What the exercise asks — Look for the word "Nicolas" in the entries and copy every line where it shows up.

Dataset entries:
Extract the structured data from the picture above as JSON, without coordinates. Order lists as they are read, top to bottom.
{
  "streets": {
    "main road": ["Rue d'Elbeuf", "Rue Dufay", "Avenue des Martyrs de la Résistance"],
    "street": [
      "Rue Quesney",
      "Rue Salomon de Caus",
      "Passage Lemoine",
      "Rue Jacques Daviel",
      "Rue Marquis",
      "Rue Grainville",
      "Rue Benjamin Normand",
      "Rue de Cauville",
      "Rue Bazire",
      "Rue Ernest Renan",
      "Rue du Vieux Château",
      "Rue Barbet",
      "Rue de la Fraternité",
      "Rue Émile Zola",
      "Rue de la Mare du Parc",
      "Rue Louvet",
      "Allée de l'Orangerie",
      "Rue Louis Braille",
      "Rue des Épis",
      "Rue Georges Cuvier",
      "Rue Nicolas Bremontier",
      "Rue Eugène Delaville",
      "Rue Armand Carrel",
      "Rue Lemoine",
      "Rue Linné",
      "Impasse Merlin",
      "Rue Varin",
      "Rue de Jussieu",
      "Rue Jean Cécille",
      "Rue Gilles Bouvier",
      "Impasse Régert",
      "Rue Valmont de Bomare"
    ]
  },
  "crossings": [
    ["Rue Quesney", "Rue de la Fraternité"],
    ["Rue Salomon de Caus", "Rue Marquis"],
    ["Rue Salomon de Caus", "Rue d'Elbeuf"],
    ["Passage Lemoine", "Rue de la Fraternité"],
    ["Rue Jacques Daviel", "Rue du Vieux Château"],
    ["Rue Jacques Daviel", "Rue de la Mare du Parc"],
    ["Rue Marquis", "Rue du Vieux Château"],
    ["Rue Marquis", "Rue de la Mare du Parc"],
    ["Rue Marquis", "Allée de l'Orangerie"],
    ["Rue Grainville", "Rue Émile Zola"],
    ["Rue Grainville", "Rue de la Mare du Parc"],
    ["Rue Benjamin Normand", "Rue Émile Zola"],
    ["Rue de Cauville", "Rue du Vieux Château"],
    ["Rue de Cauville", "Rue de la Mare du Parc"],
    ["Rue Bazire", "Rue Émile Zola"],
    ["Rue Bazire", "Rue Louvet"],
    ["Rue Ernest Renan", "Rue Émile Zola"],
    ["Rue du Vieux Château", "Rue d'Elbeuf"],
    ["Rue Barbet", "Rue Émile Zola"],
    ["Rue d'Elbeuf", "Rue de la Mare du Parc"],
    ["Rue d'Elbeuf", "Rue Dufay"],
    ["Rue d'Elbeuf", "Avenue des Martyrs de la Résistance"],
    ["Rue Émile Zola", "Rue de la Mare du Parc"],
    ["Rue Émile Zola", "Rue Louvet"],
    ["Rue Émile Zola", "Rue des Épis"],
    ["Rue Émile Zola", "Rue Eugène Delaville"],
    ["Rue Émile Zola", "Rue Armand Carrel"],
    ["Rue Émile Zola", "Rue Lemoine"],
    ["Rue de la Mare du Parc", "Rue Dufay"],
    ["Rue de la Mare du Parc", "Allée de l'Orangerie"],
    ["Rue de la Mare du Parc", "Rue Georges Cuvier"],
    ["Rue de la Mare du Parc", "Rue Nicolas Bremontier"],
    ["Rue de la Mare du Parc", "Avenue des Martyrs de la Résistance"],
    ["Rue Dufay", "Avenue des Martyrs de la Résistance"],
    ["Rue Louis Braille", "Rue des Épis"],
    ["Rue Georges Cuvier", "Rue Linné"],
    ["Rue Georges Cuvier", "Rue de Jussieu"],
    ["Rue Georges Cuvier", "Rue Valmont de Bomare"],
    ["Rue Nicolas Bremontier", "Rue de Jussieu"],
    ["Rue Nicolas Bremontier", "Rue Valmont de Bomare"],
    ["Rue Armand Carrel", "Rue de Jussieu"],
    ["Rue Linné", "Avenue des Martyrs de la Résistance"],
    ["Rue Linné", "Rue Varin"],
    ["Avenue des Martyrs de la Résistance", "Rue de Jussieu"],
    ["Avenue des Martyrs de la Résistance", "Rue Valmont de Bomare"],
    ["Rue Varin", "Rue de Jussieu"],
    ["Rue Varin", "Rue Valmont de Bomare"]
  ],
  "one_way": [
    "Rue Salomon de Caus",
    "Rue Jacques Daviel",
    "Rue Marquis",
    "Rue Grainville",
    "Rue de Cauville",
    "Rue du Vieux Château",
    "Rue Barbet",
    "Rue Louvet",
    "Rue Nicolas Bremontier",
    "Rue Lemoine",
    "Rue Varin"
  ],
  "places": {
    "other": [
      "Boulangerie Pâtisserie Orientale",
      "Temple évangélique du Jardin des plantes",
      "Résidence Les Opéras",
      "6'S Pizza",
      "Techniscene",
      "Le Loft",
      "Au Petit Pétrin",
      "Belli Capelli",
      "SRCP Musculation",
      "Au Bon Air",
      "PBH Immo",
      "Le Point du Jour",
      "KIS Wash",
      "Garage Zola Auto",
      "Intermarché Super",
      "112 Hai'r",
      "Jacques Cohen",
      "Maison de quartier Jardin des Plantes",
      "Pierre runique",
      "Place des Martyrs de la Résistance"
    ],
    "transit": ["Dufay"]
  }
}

Answer to the problem —
      "Rue Nicolas Bremontier",
    ["Rue de la Mare du Parc", "Rue Nicolas Bremontier"],
    ["Rue Nicolas Bremontier", "Rue de Jussieu"],
    ["Rue Nicolas Bremontier", "Rue Valmont de Bomare"],
    "Rue Nicolas Bremontier",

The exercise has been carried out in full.